O modess intelectual
A inteligência do homem reside mais no fato dele absorver criticamente o impacto de certas mudanças do que revidar cega e agressivamente um ataque às suas crenças mais infantis. Sartre, numa entrevista que assisti na Rede Brasil, admitiu que as manifestações em Paris, no “maio de 68”, fizeram-no questionar sua posição de professor (uma das reivindicações era a melhoria do ensino) e de pensador. “Se havia uma insatisfação era porque algo estava errado; que os professores haviam se distanciado de seus alunos”, disse o filósofo francês, mais ou menos com essas palavras. O fato ampliou o foco de observação de Sartre — apesar de seu olho de caranguejo — ao invés de podá-lo, como ocorre com grande parte dos nossos queridos jardineiros do conhecimento.
O homem médio, por exemplo, passa a maior parte do tempo falando bobagens sobre assuntos que desconhece e conhecendo bobagens que faz questão de nada dizer. É um mecanismo de defesa completamente lícito, para não cair no ridículo entre seus amigos não menos desafortunados intelectualmente.
Mas a ignorância não é privilégio dos ignorantes. Tenho lido muita gente boa ser sugada pelo buraco negro do lugar-comum ao analisar os atentados aos EUA. Por isso é que eu fujo sem o menor pudor toda vez que um conhecido vem pedir uma opinião sobre o assunto. Como vou falar alguma coisa sem conhecer a história dos povos do Oriente Médio, da relação dos EUA com aqueles países, do porquê desse ódio deslavado dos povos árabes pelos norte-americanos? Além do que, nada mais pode ser dito sobre o assunto depois do que disseram em entrevistas Noam Chomsky e Eric Hobsbawn. Só se fossem vivos os jornalistas H. L. Mencken (1880-1956) e Edmund Wilson (1895-1972). Daria o mundo para saber o que eles teriam a dizer.
Neste inicio de século, nós viramos peneira pela quantidade de bombardeio de diversos meios. O da informação é o mais assustador, segundo a reação mais comum.

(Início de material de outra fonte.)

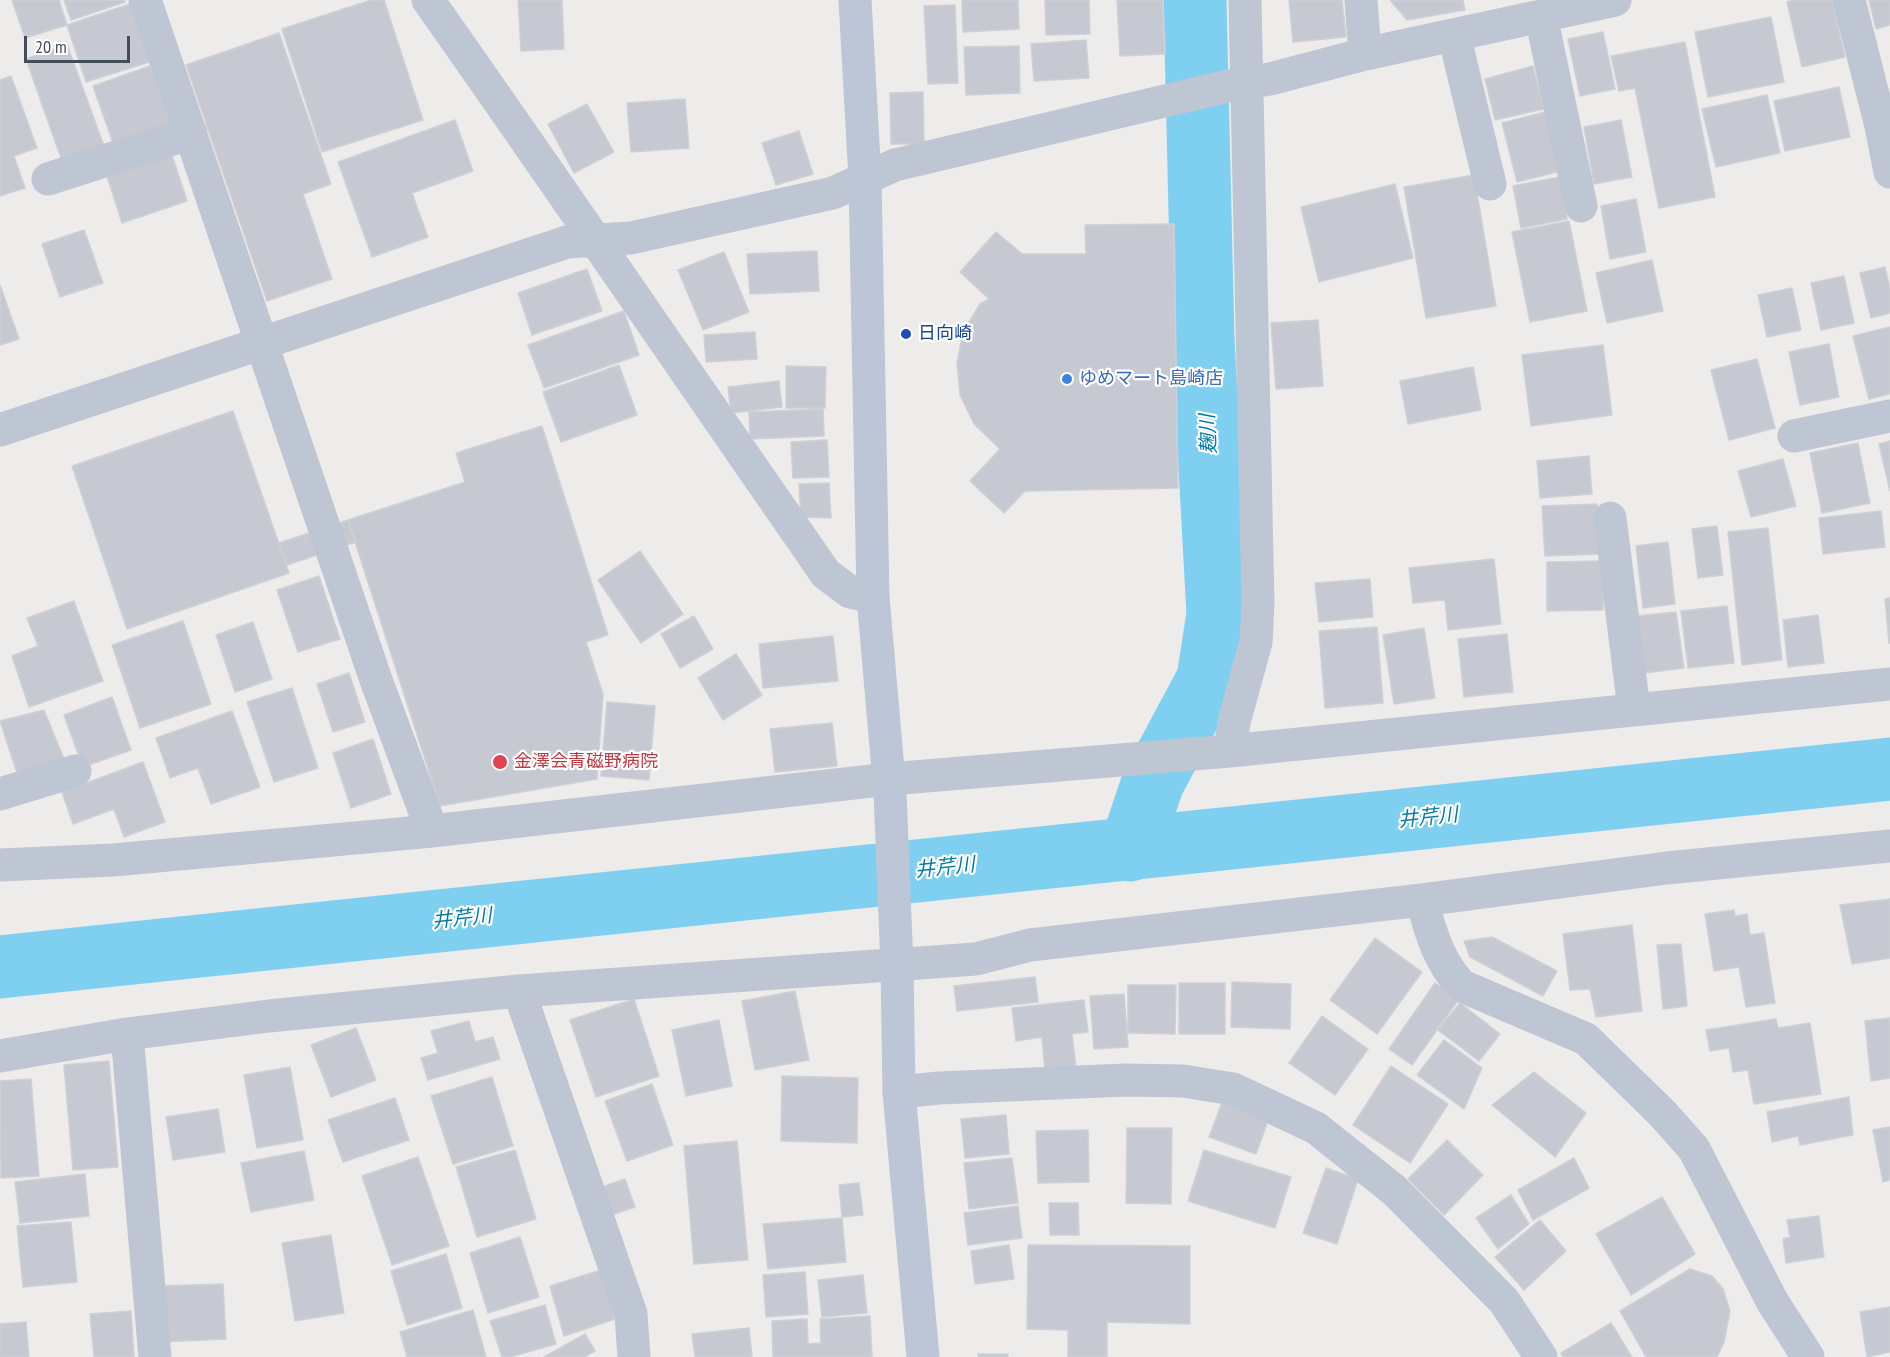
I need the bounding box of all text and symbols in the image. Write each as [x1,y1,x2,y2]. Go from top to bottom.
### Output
scale bar [27,24,134,62]
text: 20 m [35,35,67,58]
place label: 日向崎 [918,323,972,345]
marker: 日向崎 [899,327,913,341]
place label: ゆめマート島崎店 [1079,368,1223,390]
marker: ゆめマート島崎店 [1060,372,1074,386]
water label: 麹川 [1196,413,1222,455]
place label: 金澤会青磁野病院 [514,751,658,773]
marker: 金澤会青磁野病院 [491,753,509,771]
water label: 井芹川 [1397,803,1459,833]
water label: 井芹川 [914,853,976,883]
water label: 井芹川 [431,904,493,934]

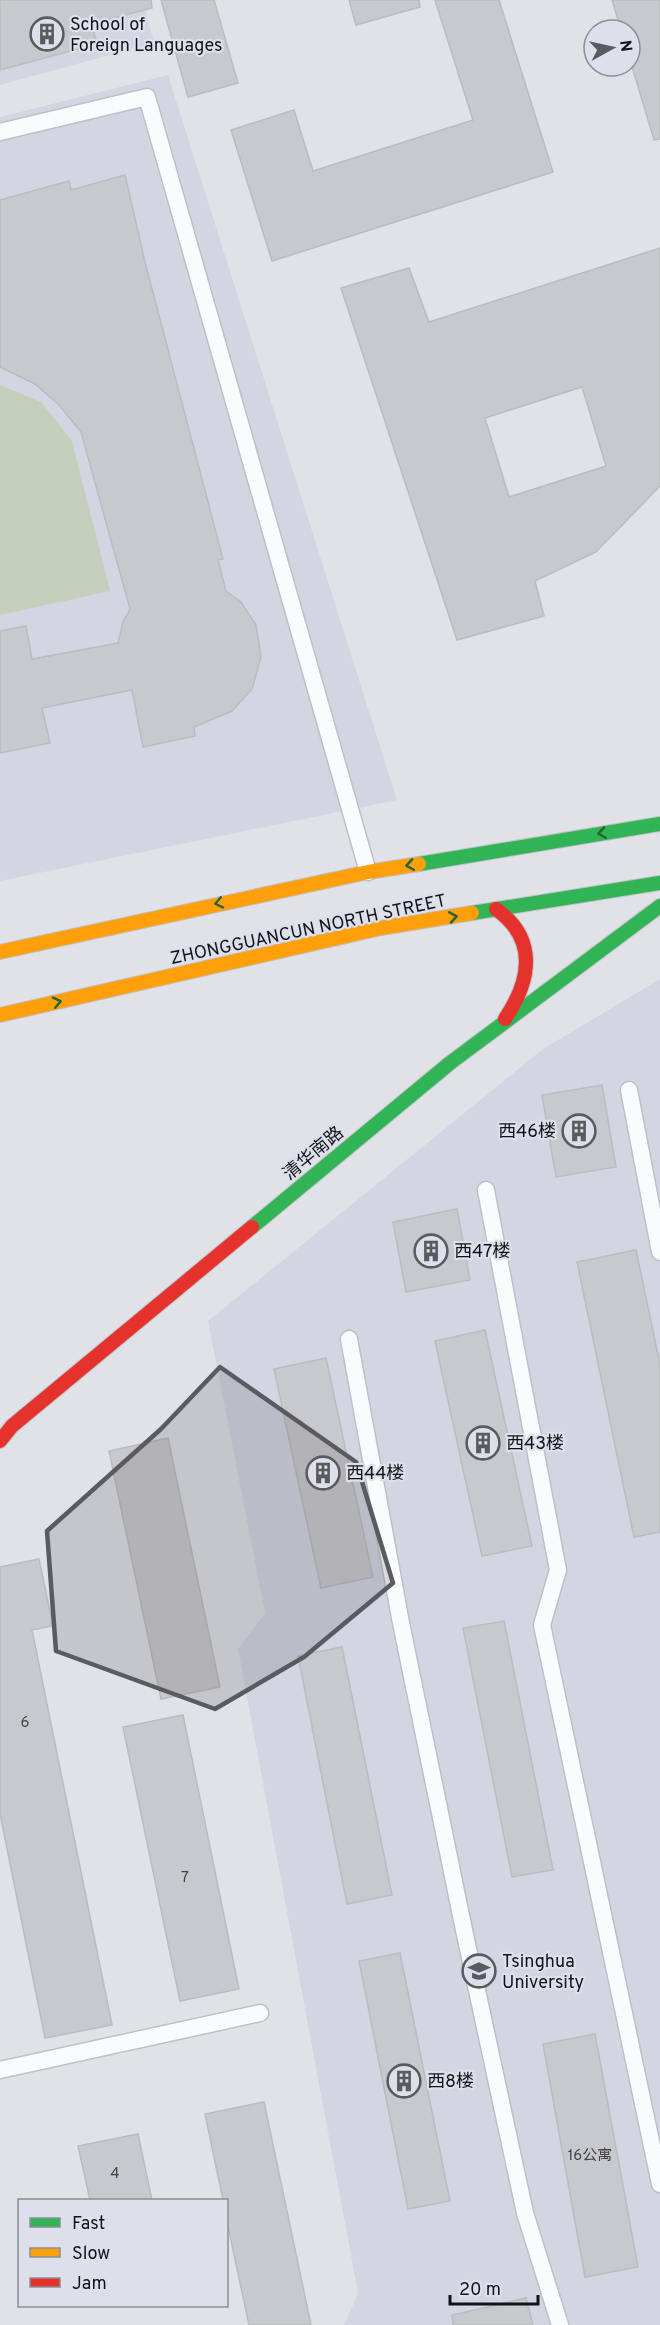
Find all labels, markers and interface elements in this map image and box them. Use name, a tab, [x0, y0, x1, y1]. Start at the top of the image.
place label: School of Foreign Languages	[70, 14, 222, 58]
building icon: School of Foreign Languages	[29, 16, 65, 52]
north arrow	[582, 18, 642, 78]
text: N	[614, 39, 636, 53]
one-way arrow	[598, 826, 608, 839]
one-way arrow	[405, 858, 414, 870]
street label: ZHONGGUANCUN NORTH STREET	[168, 890, 448, 971]
one-way arrow	[214, 896, 224, 909]
one-way arrow	[448, 911, 457, 923]
one-way arrow	[52, 996, 62, 1009]
building icon: 西46楼	[561, 1113, 597, 1149]
place label: 西46楼	[498, 1121, 556, 1144]
street label: 清华南路	[279, 1122, 349, 1186]
building icon: 西47楼	[413, 1233, 449, 1269]
place label: 西47楼	[454, 1241, 510, 1264]
building icon: 西43楼	[465, 1425, 501, 1461]
place label: 西43楼	[506, 1433, 564, 1456]
building icon: 西44楼	[305, 1455, 341, 1491]
place label: 西44楼	[346, 1463, 404, 1486]
house number: 6	[21, 1714, 30, 1733]
house number: 7	[181, 1869, 189, 1888]
place label: Tsinghua University	[502, 1951, 584, 1995]
school or university icon: Tsinghua University	[461, 1953, 497, 1989]
building icon: 西8楼	[386, 2063, 422, 2099]
place label: 西8楼	[427, 2071, 474, 2094]
house number: 16公寓	[568, 2147, 612, 2166]
house number: 4	[110, 2165, 120, 2184]
legend	[18, 2199, 228, 2307]
text: Fast	[72, 2213, 105, 2236]
text: Slow	[72, 2243, 110, 2266]
scale bar	[450, 2268, 538, 2306]
text: Jam	[72, 2273, 107, 2296]
text: 20 m	[459, 2279, 501, 2302]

Mas a quantidade de informação atual só nos faz ter certeza de que ela nos é absolutamente dispensável. Aliás, para não ter um colapso nervoso, o melhor é se abster dessa avalanche encabeçada pela dona mass media. Senão, a absorção do impacto será tão eficaz quanto a das gêmeas do World Trade Center no episódio dos aviões desgovernados. E, acredite, meu caro: há vida inteligente fora das colunas sociais.
Lecture
Terminei de ler “Edmund Wilson, uma biografia” (Civilização Brasileira, 682 páginas), escrita pelo também jornalista Jeffrey Meyers. Wilson foi o mais destacado e erudito jornalista literário dos EUA (talvez do mundo) entre as décadas de 1920 e 1960. É o que podemos chamar de personalidade hiperbólica. Exagerou em tudo: escreveu maravilhosamente bem, bebeu como uma destilaria de álcool, fornicou à vontade, tornou-se poliglota e brigou com muita gente. Fascinante.
Quid est est
Não sei quanto a você leitor, mas sobre determinados assuntos prometi nada dizer após a morte que já não tenha dito em vida. Como Montaigne.
Depois de ser obrigado a ler porcarias como Veja,Isto é, Época,salvo Carta Capital seu texto é muilto bem vindo.Obrigado pela dica Edmund Wilson.Vou correndo comprar.